I hate sharing! Not literally, but sharing my feelings. I'm pretty sure that a lot of it has to do with how I was raised. While my family was close, some things we just didn't talk about. We showed love to one another but rarely used the term, "I love you."
For this reason, it has been a true task communicating certain things when it comes to relationships with people. Up until this point, it never seemed to matter to anybody I was in a relationship with. Teddy came along and changed things up in my life.
He has this thing about being open and honest. Now before anyone side eyes me, I believe that healthy relationships thrive on communication and honesty. My problem is that he likes to discuss the past a lot. While I understand the past helped us to get where we are, because of not-so-good memories, I don’t like harping on the past. Teddy wants to discuss every single minute detail of the past. I just can’t see why he would like to know everything.

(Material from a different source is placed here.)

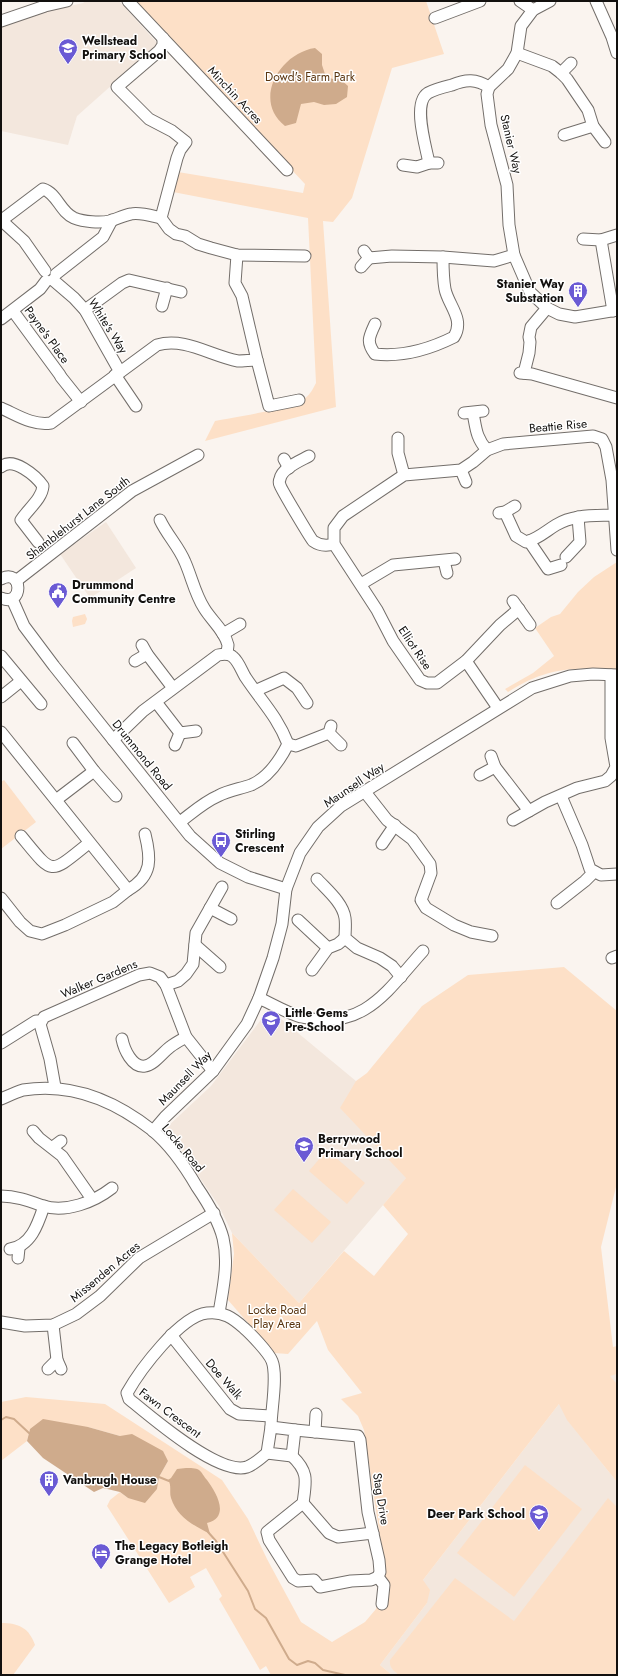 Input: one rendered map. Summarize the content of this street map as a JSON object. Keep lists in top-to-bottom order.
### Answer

I have been trying to disclose some things I’ve hidden way back in my closet. I do this because I want my relationship to flourish. Another reason I don’t mind trying is because he isn’t accusatory or judgmental, he genuinely wants to know all of me. There are some things I’ve told him that he could have easily thrown up in my face in the heat of a heated conversation, but he never goes that route.
Over the weekend, we had a ridiculous incident concerning Crazy-mf-ass-Kelley that could have ended us for good, but instead he stepped up to the plate like a real man and was there in full effect to support me. I am a very, very lucky woman.